O comportamento alimentar é multideterminado. Diversos fatores biológicos, psicológicos, comportamentais e ambientais concorrem para determinar este comportamento. O sexo seria somente um destes fatores e que não teria, sozinho, o poder de determinar diferenças muito significativas no comportamento alimentar. Necessitamos analisar todos os outros determinantes para diferenciar o comportamento alimentar nos seres humanos.
Podemos dizer que está havendo uma mudança comportamental em relação aos hábitos alimentares da população?
Atualmente parece estar havendo uma onda de interesse por comportamentos mais saudáveis, incluindo, também, a alimentação. Dessa forma, ocorre um interesse muito grande, principalmente entre os jovens, por dietas que priorizem alimentos orgânicos, aumento de ingestão de alimentos à base de plantas e redução do consumo de alimentos animais, principalmente aqueles altamente ricos em gorduras saturadas e embutidos. Infelizmente, muitos desses jovens se engajam em dietas sem orientação nutricional adequada, o que também pode levar a um consumo inadequado de determinados nutrientes essenciais para o bem-estar e a saúde.
Nesse cenário, o atendimento nutricional representa a atuação de um efetivo modelo de reeducação alimentar, priorizando melhora no estilo e na qualidade de vida?

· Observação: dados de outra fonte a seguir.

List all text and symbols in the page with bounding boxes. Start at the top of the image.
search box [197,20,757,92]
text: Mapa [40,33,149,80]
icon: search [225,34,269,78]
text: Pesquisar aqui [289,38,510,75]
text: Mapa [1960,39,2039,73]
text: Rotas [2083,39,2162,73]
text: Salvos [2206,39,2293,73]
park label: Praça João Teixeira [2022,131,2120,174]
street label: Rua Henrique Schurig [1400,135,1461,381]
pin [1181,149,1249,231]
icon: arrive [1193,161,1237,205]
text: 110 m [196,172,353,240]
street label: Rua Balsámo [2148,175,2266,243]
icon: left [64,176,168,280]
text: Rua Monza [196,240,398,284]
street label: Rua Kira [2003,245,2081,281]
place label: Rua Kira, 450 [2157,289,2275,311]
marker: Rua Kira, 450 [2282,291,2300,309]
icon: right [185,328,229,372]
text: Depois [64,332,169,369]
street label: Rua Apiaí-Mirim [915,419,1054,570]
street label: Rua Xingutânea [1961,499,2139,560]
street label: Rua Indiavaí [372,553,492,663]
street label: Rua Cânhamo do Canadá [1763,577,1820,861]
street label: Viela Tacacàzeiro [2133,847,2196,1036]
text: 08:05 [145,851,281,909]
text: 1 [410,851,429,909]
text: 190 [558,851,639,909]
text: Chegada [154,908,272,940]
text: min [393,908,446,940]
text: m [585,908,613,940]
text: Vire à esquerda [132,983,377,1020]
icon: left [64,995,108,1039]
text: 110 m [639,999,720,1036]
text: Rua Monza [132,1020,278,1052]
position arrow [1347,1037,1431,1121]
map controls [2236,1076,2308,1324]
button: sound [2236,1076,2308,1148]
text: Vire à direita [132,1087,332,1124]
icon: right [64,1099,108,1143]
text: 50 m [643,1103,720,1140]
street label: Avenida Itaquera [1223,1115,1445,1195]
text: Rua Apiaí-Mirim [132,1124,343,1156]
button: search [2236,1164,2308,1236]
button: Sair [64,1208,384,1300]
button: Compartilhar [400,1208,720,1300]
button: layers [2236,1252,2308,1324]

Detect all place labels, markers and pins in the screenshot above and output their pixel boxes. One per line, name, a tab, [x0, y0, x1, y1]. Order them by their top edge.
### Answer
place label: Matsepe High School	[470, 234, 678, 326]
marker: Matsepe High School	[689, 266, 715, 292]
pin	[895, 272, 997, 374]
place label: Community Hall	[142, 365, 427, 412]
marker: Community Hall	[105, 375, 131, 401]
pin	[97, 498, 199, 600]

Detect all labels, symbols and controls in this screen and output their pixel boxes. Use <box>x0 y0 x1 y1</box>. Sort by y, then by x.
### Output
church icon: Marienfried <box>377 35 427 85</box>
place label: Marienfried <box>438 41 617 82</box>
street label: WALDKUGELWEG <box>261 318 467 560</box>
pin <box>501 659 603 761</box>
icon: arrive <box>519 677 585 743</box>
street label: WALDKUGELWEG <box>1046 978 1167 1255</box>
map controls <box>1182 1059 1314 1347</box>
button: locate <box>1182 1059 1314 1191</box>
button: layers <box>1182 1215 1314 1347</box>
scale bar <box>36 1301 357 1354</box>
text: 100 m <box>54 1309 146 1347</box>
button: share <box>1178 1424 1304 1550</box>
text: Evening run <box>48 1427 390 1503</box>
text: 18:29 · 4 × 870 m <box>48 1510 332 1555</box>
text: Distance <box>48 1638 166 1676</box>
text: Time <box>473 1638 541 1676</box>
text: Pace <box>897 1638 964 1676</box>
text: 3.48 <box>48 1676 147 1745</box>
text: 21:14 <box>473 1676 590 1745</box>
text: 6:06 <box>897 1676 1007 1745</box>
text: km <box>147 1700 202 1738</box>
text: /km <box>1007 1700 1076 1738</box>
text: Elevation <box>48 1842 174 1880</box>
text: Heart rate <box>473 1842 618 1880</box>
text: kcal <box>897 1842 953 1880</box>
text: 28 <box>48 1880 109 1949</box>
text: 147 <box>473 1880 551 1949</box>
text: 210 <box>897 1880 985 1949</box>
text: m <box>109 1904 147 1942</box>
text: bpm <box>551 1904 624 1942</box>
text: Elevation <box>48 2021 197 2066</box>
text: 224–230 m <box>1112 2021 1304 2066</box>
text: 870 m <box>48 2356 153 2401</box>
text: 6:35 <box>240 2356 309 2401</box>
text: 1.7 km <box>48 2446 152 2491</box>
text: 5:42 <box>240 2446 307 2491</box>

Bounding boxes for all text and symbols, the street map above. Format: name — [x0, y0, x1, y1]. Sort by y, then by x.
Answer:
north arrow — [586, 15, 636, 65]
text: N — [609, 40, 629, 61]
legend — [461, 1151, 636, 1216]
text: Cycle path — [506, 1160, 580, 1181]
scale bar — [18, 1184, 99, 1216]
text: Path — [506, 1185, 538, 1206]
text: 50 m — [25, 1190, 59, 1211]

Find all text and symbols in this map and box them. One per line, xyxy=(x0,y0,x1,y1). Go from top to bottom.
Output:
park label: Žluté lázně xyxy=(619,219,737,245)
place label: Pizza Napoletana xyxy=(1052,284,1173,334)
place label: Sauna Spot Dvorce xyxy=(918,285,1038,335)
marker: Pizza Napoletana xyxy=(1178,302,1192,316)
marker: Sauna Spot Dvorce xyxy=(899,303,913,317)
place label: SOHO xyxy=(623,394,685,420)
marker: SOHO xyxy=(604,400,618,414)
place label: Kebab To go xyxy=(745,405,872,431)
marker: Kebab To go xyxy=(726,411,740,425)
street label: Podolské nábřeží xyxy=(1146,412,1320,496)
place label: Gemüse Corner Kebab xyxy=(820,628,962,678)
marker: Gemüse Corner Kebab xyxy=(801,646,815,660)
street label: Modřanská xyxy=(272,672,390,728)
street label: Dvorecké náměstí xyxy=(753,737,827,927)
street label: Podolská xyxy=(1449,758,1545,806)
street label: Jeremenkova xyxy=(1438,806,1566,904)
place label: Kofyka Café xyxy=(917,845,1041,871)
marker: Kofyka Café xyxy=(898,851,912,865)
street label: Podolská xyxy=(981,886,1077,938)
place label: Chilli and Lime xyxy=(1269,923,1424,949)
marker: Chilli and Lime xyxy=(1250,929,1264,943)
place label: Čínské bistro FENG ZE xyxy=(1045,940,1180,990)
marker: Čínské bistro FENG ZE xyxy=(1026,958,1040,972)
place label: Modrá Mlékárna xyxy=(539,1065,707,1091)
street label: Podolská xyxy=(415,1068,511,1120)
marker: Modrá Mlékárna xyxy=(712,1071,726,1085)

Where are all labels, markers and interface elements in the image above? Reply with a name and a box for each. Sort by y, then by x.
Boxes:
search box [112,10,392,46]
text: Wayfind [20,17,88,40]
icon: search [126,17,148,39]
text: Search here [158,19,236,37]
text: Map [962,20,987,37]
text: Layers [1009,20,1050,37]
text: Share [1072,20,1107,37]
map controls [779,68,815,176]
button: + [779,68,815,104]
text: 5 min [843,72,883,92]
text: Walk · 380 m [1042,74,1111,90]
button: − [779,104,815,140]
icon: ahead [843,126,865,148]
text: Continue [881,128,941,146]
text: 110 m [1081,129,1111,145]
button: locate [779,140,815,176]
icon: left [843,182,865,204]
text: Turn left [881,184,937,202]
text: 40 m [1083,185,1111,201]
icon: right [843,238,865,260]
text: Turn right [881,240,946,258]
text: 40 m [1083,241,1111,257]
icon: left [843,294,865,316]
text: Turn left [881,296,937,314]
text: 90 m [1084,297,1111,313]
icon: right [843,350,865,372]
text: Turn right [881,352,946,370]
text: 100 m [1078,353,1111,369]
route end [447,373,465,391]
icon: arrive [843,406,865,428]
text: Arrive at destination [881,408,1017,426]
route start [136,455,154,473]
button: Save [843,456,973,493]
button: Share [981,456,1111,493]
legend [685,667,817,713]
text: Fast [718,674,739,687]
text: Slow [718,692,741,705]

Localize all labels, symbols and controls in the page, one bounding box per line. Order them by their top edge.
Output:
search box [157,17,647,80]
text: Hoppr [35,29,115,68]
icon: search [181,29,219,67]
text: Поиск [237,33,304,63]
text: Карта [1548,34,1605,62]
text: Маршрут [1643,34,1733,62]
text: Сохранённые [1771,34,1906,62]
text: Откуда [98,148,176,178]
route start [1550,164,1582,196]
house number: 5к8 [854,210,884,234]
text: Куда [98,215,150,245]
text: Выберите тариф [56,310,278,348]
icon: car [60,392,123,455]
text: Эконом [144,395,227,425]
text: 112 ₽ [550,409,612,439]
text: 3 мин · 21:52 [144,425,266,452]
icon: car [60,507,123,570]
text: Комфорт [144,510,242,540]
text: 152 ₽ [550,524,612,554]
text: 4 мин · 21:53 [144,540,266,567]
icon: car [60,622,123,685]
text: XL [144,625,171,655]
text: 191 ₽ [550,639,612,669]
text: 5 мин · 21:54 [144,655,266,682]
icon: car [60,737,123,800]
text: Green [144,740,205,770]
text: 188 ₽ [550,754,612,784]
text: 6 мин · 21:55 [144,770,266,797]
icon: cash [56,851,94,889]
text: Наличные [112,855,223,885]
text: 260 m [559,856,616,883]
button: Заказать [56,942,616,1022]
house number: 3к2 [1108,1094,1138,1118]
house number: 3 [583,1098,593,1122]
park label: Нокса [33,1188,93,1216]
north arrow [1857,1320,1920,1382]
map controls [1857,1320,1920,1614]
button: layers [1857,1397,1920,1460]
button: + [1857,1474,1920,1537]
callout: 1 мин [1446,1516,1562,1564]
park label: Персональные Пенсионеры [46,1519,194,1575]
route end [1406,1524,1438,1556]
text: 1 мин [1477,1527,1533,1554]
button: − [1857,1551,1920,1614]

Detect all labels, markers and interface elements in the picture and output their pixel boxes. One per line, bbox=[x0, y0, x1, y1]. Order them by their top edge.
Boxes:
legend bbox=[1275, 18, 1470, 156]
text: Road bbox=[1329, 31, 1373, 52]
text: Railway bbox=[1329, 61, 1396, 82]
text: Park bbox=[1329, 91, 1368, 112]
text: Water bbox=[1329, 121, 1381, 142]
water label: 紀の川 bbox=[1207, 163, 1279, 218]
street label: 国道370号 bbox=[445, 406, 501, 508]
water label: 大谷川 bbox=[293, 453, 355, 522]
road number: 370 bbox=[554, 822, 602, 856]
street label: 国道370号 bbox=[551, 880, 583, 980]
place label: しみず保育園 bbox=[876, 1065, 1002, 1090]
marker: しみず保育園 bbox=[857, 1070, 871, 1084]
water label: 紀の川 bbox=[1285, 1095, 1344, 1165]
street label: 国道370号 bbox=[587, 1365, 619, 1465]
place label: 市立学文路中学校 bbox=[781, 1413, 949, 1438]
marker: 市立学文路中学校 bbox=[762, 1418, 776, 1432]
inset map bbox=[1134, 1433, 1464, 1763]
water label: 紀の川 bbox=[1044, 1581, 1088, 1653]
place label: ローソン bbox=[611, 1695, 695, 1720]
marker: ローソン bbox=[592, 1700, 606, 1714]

Sim, e para isso o mais importante é o trabalho de uma equipe multidisciplinar que possa trabalhar com todos os aspectos envolvidos na reeducação alimentar e uma melhor qualidade de vida. Nesse sentido, é importante termos nesta equipe médicos, nutricionistas, psicólogos e educadores físicos. Assim, todos os aspectos biológicos e comportamentais serão contemplados no atendimento.
Em sua opinião, o que é necessário para mudar a consciência da população em relação aos padrões impostos pela sociedade?
A informação é um fator muito importante na mudança de hábitos, mas só essa informação não é suficiente para a mudança. Assim, além da informação teríamos que atentar para outros fatores envolvidos na mudança dos hábitos que são a motivação e a emoção. Não adianta o indivíduo ter somente a informação de que é prejudicial se engajar em comportamentos danosos à sua saúde para atingir os padrões de beleza impostos pela mídia se esse indivíduo não trabalhar aspetos emocionais e motivacionais envolvidos no processo. Dessa forma, qualquer programa estabelecido para mudar os hábitos deveria, além dos aspectos cognitivos, trabalhar os outros dois aspectos envolvidos nesta mudança: motivação e emoção.